The analyze.sh command comes with these command line options:

--report Csv only generates CSV reports. This speeds up the report generation and doesn't depend on Python, Jupyter Notebook or any other related dependencies. The default value os All to generate all reports. Jupiter will only generate Jupyter Notebook reports. DatabaseCsvExport exports the whole graph database as a CSV file (performance intense, check if there are security concerns first).
--profile Neo4jv4 uses the older long term support (june 2023) version v4.4.x of Neo4j and suitable compatible versions of plugins and JQAssistant. Neo4jv5 will explicitly select the newest (june 2023) version 5.x of Neo4j. Without setting a profile, the newest versions will be used. Other profiles can be found in the directory scripts/profiles.
--profile Neo4jv5-continue-on-scan-errors is based on the default profile (Neo4jv5) but uses the jQAssistant configuration template template-neo4jv5-jqassistant-continue-on-error.yaml to continue on scan error instead of failing fast. This is temporarily useful when there is a known error that needs to be ignored. It is still recommended to use the default profile and fail fast if there is something wrong. Other profiles can be found in the directory scripts/profiles.
--profile Neo4jv5-low-memory is based on the default profile (Neo4jv5) but uses only half of the memory (RAM) as configured in template-neo4j-low-memory.conf. This is useful for the analysis of smaller codebases with less resources. Other profiles can be found in the directory scripts/profiles.
--explore activates the "explore" mode where no reports are generated. Furthermore, Neo4j won't be stopped at the end of the script and will therefore continue running. This makes it easy to just set everything up but then use the running Neo4j server to explore the data manually.

Notes

Be sure to use Java 17 for Neo4j v5 and Java 11 for Neo4j v4
Use your own initial Neo4j password
For more details have a look at the script analyze.sh

Examples

Start an analysis with CSV reports only

If only the CSV reports are needed, that are the result of Cypher queries and don't need any further dependencies (like Python) the analysis can be speeded up with:

./../../scripts/analysis/analyze.sh --report Csv

Start an analysis with Jupyter reports only

If only the Jupyter reports are needed e.g. when the CSV reports had already been generated, the this can be done with:

./../../scripts/analysis/analyze.sh --report Jupyter

Start an analysis with PDF generation

Note: Generating a PDF from a Jupyter notebook using nbconvert takes some time and might even fail due to a timeout error.
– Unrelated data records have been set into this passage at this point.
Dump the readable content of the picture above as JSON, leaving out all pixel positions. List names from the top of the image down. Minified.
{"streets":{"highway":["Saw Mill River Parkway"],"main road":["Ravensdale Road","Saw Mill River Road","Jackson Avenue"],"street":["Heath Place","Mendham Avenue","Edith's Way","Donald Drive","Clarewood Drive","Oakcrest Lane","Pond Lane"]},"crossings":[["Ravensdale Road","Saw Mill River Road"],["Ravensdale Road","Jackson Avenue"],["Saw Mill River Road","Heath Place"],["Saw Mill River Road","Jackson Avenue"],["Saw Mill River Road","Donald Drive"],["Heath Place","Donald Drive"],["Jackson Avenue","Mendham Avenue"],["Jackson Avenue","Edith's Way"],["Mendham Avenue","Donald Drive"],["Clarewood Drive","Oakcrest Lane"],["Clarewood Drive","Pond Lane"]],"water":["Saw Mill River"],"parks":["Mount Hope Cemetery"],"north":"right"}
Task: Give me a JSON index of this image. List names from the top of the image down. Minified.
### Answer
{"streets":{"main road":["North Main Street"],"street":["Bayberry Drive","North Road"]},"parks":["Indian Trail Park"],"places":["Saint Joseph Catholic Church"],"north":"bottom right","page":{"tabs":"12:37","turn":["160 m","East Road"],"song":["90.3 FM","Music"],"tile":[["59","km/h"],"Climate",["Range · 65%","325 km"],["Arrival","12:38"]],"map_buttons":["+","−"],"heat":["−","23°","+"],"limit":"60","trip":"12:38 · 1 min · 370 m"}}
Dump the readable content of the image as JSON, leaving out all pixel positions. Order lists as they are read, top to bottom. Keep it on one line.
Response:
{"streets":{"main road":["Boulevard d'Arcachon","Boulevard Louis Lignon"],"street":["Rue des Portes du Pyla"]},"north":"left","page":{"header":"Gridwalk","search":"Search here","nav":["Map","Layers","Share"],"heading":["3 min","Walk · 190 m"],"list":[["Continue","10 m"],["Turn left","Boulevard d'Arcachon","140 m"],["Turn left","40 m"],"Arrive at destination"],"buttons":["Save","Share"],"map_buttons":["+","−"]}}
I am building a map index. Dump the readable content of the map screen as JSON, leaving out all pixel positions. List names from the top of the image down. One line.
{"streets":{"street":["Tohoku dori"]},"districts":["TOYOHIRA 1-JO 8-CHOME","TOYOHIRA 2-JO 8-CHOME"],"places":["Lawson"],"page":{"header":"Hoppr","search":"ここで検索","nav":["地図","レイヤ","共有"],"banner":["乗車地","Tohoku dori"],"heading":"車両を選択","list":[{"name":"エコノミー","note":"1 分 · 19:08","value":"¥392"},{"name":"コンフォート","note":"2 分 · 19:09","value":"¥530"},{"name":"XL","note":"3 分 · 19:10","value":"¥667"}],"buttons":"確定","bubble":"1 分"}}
ENABLE_JUPYTER_NOTEBOOK_PDF_GENERATION=true ./../../scripts/analysis/analyze.sh

Start an analysis without importing git log data

To speed up analysis and get a smaller data footprint you can switch of git log data import of the "source" directory (if present) with IMPORT_GIT_LOG_DATA_IF_SOURCE_IS_PRESENT="none" as shown below or choose IMPORT_GIT_LOG_DATA_IF_SOURCE_IS_PRESENT="aggregated" to reduce data size by only importing monthly grouped changes instead of all commits.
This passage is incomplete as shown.